夕子が女将を務めている旅館は日本で有数の温泉地で、年中観光客で賑わっており、50数件のホテルや旅館が存在していた。
そんな中でショッキングな出来事が判明した。後継者がいないところから支配人が社長になると思っていた近くの旅館が経営権を譲渡してしまい、全国的に展開している格安宿泊施設としてリニューアルオープンすることになったからだ。
その旅館の女将である絹江や料理長とも交流があったが、夕子も全く知らなかった出来事で、観光組合からの情報で初めて知ることになった。
スタッフの大半はリストラされることになったが、その多くが仲居だった人達で、この新しい旅館のシステムはチェックインフロントのすぐ横に浴衣のコーナーがあり、自分のサイズに合わせてお客さん自身が選んで部屋へ行き、室内にはすでに寝具がセッティングされているので仲居という仕事が不要となり、リストラの対象になってしまったのである。
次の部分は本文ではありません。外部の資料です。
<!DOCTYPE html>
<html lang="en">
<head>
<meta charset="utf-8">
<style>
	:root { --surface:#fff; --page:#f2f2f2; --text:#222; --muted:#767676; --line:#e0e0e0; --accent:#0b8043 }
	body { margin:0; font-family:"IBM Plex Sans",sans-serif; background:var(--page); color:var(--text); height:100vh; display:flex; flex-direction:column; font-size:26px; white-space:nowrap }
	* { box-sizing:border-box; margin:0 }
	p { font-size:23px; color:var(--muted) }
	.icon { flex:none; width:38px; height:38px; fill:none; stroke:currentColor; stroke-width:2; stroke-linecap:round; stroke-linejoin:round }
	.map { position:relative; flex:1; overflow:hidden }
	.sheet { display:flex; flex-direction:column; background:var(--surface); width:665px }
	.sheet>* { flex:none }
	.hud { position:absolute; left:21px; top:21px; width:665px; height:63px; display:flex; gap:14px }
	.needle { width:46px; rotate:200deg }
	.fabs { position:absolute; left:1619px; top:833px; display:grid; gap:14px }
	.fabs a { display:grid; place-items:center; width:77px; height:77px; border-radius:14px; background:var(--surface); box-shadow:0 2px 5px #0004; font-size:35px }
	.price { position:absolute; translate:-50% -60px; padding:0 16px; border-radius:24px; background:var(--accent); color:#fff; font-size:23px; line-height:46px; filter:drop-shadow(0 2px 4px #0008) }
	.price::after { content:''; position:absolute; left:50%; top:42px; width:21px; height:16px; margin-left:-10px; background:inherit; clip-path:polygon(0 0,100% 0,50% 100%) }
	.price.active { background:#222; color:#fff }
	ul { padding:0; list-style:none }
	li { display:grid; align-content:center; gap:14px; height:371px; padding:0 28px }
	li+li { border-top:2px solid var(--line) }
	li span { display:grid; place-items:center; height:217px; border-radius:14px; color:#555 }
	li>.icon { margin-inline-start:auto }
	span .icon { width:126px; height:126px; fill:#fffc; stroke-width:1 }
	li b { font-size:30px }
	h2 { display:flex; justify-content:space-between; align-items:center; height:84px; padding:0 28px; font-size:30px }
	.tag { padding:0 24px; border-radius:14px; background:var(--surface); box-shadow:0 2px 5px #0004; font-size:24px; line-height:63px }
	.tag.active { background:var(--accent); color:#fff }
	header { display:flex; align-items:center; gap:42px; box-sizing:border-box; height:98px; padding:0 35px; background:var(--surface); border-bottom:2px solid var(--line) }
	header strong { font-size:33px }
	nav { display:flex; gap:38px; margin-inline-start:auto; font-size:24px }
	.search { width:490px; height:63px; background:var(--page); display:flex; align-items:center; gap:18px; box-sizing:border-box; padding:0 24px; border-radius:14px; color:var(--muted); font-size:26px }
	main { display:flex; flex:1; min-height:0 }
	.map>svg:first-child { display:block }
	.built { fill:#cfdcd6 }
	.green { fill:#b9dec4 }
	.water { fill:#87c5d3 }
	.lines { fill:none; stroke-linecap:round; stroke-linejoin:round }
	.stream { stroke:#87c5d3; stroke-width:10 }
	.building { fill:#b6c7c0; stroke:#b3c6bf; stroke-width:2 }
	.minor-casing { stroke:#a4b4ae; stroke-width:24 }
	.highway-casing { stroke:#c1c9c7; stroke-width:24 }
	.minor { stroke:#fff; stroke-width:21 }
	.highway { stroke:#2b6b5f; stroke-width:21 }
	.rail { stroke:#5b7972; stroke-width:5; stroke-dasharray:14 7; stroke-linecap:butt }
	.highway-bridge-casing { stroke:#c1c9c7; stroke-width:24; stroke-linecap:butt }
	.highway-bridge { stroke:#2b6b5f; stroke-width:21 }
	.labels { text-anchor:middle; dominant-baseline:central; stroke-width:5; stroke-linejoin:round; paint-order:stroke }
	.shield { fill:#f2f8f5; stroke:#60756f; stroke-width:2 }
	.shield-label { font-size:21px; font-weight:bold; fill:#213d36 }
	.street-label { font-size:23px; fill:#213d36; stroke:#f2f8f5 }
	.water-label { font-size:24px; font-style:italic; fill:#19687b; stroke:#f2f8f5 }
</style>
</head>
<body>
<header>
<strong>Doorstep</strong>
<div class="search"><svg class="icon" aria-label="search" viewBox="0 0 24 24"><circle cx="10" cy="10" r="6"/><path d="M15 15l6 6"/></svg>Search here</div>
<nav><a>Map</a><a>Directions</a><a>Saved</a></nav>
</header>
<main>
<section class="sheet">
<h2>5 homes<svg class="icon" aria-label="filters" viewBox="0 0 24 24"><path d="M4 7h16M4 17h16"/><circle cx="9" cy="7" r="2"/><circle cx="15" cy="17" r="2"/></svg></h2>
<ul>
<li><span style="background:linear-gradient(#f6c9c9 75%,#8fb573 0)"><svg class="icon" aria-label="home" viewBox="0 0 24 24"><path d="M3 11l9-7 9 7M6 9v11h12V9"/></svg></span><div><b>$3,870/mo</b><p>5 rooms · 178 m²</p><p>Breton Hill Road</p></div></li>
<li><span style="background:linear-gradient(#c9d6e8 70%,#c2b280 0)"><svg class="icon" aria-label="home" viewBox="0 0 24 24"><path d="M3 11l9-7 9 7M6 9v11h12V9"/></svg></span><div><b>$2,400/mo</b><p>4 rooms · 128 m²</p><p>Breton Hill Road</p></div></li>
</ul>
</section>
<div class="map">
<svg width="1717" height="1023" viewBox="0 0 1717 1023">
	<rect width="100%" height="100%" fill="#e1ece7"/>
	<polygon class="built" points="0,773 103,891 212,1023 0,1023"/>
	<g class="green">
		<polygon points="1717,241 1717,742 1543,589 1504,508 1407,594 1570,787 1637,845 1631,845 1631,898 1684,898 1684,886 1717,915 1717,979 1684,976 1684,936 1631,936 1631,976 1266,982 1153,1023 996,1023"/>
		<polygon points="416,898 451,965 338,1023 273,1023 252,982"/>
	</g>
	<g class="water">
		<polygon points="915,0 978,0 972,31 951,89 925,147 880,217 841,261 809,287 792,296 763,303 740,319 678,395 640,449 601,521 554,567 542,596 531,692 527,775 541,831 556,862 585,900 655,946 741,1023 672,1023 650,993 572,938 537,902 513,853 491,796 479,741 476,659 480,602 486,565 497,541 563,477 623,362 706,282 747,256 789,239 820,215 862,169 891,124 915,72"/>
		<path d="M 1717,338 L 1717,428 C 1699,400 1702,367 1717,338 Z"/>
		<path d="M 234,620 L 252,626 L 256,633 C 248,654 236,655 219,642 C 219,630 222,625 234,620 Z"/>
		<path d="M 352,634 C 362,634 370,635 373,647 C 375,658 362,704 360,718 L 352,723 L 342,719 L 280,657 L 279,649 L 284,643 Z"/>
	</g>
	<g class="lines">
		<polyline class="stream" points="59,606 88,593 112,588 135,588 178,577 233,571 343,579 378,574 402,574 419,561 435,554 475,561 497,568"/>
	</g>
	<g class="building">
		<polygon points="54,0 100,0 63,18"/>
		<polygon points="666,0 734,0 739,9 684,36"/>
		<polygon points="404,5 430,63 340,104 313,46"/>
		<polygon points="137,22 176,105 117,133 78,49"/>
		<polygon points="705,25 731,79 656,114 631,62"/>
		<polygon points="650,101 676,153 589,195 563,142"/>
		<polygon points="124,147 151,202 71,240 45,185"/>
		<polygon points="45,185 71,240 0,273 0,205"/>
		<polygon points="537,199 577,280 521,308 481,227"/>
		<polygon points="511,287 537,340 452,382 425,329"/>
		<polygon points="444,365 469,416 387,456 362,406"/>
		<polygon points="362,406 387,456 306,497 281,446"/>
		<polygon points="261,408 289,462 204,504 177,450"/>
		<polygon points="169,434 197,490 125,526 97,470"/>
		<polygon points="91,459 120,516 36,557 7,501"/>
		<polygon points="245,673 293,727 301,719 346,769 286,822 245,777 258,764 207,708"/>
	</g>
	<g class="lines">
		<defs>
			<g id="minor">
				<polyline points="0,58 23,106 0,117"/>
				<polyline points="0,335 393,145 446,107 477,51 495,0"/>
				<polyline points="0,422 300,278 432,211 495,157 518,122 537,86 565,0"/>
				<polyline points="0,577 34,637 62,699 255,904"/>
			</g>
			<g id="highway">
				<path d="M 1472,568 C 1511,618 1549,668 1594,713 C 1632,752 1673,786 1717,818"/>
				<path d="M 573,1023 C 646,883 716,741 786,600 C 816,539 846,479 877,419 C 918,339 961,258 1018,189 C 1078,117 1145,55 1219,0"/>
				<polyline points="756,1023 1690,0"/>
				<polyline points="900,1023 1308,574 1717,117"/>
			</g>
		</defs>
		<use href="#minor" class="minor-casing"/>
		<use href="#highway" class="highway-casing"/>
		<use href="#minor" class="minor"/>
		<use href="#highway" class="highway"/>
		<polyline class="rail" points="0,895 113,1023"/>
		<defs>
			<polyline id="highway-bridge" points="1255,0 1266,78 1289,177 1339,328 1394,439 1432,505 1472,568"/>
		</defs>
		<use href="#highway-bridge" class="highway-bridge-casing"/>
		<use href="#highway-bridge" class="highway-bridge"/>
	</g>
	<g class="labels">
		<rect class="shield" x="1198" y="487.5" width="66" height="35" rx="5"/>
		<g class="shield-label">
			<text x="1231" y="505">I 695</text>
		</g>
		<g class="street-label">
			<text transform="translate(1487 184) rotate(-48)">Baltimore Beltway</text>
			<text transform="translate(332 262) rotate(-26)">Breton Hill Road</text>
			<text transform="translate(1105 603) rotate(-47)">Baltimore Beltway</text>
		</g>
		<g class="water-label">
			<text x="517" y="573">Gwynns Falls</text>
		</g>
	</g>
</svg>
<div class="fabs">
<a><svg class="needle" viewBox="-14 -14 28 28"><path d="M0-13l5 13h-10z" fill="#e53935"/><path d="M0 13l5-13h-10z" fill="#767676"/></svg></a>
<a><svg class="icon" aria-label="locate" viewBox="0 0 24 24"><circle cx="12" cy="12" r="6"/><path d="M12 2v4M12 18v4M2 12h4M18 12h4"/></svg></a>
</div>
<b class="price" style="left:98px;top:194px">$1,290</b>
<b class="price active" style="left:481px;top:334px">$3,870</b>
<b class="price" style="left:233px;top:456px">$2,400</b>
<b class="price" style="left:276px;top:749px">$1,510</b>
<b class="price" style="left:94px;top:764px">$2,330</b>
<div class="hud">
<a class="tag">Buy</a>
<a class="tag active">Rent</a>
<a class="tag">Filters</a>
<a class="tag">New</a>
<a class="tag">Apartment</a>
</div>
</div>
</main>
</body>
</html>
夕食も朝食もバイキング形式なので創作料理のような手の込んだ仕事は必要でなく、自分の仕事に誇りを抱いていた料理長も自分から辞職したことを仕入先の人から聞いて現実の厳しさを学ぶことになった。
閉業してからリニューアル工事が行われ、その間に女将と料理長が一緒に夕子に会いに来てくれ、ラウンジでお茶を飲みながら話を聞いたが、どちらも寂しげな表情で掛ける言葉も見つからなかった夕子だった。
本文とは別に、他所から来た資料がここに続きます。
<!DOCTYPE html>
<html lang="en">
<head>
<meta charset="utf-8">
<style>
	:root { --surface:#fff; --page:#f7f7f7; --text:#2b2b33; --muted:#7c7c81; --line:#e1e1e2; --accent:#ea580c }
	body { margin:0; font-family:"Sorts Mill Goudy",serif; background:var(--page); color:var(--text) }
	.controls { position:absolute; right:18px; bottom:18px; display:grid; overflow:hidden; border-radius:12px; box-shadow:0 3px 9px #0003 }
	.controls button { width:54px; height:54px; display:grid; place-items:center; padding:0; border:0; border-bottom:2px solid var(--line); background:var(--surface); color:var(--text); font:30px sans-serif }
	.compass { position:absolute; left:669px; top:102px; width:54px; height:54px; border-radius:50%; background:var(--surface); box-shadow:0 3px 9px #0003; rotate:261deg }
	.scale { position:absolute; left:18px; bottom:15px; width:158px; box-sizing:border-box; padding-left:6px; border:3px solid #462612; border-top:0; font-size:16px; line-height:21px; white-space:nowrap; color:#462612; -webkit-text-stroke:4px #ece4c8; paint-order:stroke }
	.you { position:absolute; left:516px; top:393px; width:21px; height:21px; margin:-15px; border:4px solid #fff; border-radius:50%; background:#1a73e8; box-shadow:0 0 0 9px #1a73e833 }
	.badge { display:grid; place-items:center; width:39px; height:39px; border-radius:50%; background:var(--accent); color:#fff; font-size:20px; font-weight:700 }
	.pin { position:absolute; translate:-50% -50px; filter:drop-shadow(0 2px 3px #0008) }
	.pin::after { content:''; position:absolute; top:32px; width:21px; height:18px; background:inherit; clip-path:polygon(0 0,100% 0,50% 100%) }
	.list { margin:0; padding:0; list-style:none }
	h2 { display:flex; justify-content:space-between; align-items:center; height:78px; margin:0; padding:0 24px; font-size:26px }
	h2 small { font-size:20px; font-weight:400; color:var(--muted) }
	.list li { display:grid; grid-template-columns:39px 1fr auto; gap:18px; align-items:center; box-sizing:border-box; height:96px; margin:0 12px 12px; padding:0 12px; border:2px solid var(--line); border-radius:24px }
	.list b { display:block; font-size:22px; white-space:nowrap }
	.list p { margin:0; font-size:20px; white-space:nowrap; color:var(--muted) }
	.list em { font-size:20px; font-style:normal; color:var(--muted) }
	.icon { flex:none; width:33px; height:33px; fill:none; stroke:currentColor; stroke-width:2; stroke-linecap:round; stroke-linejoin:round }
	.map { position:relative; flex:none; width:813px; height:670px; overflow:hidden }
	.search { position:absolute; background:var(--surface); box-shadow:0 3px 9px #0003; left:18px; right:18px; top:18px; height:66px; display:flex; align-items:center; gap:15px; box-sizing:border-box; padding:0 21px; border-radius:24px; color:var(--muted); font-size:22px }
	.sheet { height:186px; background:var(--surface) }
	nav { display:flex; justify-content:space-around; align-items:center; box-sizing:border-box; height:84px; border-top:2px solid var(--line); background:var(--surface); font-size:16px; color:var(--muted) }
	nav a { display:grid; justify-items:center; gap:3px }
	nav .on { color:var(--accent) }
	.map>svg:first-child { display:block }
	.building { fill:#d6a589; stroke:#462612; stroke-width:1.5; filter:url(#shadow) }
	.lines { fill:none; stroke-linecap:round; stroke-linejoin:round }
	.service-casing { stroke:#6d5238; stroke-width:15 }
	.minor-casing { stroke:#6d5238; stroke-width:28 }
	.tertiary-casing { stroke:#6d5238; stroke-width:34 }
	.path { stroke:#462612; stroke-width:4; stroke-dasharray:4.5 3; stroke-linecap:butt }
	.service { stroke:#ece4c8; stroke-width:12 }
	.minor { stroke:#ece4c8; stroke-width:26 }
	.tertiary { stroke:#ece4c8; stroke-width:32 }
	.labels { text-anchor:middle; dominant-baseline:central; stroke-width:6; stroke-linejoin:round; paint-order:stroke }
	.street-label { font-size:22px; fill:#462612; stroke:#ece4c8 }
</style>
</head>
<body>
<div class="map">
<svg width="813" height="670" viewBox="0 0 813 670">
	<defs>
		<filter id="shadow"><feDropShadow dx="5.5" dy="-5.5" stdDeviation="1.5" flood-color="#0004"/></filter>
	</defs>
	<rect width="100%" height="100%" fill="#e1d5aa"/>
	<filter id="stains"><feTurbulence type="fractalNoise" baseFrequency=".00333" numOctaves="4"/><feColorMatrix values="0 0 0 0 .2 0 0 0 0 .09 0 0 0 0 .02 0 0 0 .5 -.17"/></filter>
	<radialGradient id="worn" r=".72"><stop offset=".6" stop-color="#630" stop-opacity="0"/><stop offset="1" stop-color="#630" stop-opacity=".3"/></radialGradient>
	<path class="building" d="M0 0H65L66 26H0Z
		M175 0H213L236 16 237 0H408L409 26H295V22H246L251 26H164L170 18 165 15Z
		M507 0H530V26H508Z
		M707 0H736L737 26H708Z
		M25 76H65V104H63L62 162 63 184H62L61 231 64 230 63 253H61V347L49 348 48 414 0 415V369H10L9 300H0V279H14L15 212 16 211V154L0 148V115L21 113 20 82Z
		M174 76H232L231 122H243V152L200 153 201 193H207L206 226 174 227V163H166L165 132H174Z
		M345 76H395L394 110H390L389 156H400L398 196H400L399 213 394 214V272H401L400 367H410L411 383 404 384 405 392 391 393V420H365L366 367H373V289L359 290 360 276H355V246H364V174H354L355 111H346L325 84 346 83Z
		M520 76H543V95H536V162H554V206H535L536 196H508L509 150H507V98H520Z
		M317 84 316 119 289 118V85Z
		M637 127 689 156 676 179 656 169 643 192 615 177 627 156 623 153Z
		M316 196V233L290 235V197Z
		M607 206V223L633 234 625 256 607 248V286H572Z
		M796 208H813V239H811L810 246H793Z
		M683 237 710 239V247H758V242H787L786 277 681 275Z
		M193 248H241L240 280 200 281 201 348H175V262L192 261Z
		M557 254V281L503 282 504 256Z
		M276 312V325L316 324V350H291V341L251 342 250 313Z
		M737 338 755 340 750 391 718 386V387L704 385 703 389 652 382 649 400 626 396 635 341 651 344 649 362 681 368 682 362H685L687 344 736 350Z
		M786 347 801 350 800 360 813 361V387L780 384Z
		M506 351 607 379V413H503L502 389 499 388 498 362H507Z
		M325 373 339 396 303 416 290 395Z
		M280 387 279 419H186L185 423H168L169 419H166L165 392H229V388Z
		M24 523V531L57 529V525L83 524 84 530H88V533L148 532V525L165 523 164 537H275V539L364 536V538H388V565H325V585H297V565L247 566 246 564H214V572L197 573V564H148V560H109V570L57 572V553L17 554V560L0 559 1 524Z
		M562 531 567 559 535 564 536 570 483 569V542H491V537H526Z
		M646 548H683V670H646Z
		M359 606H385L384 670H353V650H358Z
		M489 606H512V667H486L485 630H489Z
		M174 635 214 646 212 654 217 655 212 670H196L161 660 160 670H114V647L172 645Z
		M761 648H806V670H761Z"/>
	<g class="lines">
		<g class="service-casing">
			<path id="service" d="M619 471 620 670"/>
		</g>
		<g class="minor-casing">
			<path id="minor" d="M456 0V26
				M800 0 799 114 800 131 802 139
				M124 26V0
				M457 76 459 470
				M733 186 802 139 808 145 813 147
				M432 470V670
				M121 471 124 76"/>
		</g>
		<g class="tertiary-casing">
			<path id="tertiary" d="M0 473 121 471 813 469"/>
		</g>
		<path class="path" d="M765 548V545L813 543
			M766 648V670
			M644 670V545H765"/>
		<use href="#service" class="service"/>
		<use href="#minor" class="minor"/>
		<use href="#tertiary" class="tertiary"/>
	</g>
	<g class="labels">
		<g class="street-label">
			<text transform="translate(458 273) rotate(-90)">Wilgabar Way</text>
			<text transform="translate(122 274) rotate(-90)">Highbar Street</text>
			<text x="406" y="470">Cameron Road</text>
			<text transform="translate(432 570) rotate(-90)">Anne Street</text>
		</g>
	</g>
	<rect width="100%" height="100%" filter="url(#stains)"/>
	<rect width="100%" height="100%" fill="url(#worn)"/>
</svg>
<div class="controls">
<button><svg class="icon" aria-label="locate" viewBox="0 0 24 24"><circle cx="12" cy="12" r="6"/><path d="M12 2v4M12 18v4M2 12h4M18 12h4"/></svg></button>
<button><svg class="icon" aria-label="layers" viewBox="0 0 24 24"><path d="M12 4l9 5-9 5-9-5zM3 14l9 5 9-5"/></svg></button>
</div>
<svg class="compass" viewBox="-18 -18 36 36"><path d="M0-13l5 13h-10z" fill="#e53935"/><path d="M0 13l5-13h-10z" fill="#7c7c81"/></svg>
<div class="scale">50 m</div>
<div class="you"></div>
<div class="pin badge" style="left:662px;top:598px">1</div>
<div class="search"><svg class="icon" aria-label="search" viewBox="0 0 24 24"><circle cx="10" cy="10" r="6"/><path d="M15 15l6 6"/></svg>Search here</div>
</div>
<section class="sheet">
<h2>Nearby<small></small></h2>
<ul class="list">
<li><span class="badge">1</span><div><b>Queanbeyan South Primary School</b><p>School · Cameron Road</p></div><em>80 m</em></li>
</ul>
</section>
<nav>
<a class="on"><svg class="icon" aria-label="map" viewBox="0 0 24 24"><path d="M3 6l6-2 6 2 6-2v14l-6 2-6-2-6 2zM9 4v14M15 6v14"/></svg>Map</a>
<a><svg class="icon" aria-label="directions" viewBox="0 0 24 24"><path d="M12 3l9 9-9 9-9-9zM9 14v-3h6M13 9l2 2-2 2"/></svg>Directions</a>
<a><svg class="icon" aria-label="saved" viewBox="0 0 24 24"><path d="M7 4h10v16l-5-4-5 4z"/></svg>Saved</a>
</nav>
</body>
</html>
料理長の経験からすると受け入れ先はすぐに見つかり歓迎されるだろうが、女将は俗に言われる「雇われ女将」で、後継者のいない高齢夫婦の経営者の下で9年間務めて来ていた歴史があった。
彼女や料理長が譲渡することを教えられたのは契約が済んでからで、それこそ寝耳に水という出来事だったが、社長も長い間病院で闘病生活をされており、女将、料理長、支配人の3人が主体になって運営していたのが事実である。
格安の宿泊料金を打ち出すグループは、女子大生の卒業旅行に歓迎されるだろうが、旅を楽しむご夫婦には強い抵抗感があるみたいでも、何より料金が安いことと、大都市圏から直行の送迎バスを格安で運行していることもあり人気が高く、普通のホテルや旅館に影響が及ぶのは当然のことで、観光組合に加盟している各経営者達は戦々恐々となっており、何度か対策会議も開かれていた。
2人がやって来た数日後、料理長が他府県の温泉旅館の料理長へ迎えられることになった報告に来たが、絹江は慰留されていることを頑なに断り、遣り甲斐や生き甲斐が失せてしまったようで実家の高齢のお母さんの介護でもするからと故郷へ帰ってしまうのでその寂しさは一入だった。
業界の情報誌に変化する状況記事が半年前頃に特集で採り上げられていたが、まさか自分の地域の旅館で起きるなんて想像もしなかったことで、夕子の衝撃が続いていたが、お客様に不快な思いを与えないように振る舞っていた。